MULBERRY CHILD is a powerful, deeply moving story of author Jian Ping’s (Mulberry Child: A Memoir of China) coming of age as the daughter of a senior government official and her family's struggle to survive China's Cultural Revolution of 1966-1976.

After living in America for 20 years, Jian Ping finds the courage to write the story of her childhood in Communist China. Her beloved father, a high ranking government official was arrested and falsely accused of treason, her mother was persecuted daily and her family was scorned and banished to live in a primitive mud hut, with no heat or running water in a cold remote area N.E. of China. The traumatic experiences of The Revolution had a lifelong impact on Jian making it difficult for her to express her feelings.

There is a disconnect between Jian and her free spirited American raised daughter, Lisa. Jian wants Lisa to read her story in order to understand her own heritage, but for years, Lisa has no interest in reading the manuscript.

Growing up as an all American girl with freedom and comfort, Lisa does not identify with her Chinese roots. During the 2008 Beijing Olympics Jian’s father falls gravely ill. Jian and Lisa travel to China to see him for the last time. After reconnecting with her Chinese family, Lisa decides to read her mother's book upon returning back to the states. Will this journey into the past forge a better understanding between mother and daughter?
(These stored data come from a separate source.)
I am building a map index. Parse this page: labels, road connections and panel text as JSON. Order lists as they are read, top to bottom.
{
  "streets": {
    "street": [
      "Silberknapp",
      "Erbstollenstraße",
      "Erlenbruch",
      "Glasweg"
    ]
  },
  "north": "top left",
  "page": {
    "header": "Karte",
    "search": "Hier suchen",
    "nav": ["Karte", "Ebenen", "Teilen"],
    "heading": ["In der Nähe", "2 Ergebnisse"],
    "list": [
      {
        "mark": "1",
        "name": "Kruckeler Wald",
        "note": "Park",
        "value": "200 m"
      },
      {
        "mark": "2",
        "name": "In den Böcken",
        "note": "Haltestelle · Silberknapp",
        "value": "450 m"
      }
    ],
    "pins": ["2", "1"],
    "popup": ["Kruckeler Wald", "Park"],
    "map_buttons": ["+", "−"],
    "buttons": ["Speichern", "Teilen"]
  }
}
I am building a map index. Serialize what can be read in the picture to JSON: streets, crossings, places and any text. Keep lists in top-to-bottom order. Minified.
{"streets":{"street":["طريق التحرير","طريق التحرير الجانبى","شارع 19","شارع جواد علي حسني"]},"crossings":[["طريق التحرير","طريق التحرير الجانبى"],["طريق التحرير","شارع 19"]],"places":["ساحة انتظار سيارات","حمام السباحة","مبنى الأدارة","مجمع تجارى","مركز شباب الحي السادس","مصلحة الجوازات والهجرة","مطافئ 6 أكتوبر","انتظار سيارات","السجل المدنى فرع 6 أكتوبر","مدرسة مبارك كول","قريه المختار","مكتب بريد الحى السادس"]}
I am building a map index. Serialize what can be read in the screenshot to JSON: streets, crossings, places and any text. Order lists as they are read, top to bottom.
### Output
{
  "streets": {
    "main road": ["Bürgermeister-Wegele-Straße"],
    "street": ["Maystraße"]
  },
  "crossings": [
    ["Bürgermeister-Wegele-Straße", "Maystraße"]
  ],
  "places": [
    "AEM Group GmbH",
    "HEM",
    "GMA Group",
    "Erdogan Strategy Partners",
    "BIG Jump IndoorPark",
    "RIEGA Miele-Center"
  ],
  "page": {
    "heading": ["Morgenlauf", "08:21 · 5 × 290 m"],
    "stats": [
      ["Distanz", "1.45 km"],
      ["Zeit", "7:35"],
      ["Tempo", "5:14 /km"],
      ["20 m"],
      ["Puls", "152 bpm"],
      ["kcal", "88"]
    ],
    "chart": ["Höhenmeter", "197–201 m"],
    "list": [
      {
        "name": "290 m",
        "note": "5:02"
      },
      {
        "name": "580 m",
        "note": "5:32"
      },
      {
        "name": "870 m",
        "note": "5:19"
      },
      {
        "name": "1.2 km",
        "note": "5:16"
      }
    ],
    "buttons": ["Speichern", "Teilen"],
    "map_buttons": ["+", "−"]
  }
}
MULBERRY CHILD teaches us the human capacity for courage and endurance, and how the events of the past can haunt our future.

Directed by award winning filmmaker Susan Morgan Cooper (An Unlikely Weapon: The Eddie Adams Story), and narrated by Golden Globe and Emmy nominated actress Jacqueline Bisset - MULBERRY CHILD - traces Jian Ping's traumatic childhood during The Cultural Revolution in China [1966-1976] and examines the repercussions on Jian's American raised daughter living today in Chicago.“My mother wanted to show me China. China showed me my mother.”